I attributed comfort beneath opened summer weight sleeping bags to extra loft from extra width, wool sweaters, and conservative ratings from the makers. Or to being a "warm sleeper."
After a couple of comfortable nights, without the wool, beneath a Hammockgear 40F -rated top quilt, to 22F, I'm not so sure.
I wonder whether the super-adequacy of underquilts is not the source. The notion / hypothesis is that UQ - hammock combinations are unique in sleeping experience. There's no heat sink and heat loss is lower than what most people experience even in their own beds by conduction unless they use lots of insulative padding between themselves and their mattresses.

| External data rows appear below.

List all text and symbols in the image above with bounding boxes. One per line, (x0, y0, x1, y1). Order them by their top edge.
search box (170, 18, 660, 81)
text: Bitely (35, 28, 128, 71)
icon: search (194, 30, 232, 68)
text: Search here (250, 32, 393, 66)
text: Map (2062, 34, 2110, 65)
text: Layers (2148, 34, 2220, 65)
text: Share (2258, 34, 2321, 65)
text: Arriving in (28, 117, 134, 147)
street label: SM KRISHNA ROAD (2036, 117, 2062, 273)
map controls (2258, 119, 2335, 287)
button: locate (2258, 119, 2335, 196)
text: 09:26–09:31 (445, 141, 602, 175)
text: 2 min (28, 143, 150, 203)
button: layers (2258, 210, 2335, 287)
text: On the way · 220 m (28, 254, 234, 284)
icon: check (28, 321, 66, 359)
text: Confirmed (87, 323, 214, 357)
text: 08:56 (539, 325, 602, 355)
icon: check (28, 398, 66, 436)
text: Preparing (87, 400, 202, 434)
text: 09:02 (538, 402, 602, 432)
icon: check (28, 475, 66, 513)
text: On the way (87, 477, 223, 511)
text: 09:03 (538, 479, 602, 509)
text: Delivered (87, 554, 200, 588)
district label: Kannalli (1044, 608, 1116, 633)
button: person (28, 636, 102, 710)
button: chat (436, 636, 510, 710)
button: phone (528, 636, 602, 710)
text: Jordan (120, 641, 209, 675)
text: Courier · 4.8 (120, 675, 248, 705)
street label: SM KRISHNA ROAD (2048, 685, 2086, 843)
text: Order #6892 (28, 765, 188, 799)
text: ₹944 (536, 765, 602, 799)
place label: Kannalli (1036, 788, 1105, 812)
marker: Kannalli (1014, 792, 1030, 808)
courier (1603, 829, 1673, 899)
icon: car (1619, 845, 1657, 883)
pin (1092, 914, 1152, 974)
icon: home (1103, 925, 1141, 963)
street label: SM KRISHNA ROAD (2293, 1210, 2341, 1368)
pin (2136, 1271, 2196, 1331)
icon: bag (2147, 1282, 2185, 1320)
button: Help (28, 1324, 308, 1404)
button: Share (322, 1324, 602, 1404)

In my case, the UQ has been a short full-length Hammockgear underquilt, above which I haven't been cold to 10F either.
What seems to make a down UQ work so well is its low mass, not just its resistance to heat flow. If the slightest gap has formed between the UQ and the hammock bottom on a cold night, and I pull the UQ up snug, I can immediately feel a bit of cold from the transfer of heat from my skin to the smallest of heat sinks, the top layer of the UQ. And then, I am immediately warmer.
What is your experience with TQ ratings, sleeping above a properly working underquilt? Do you sleep comfortably under thinner TQ than you expected for the temps?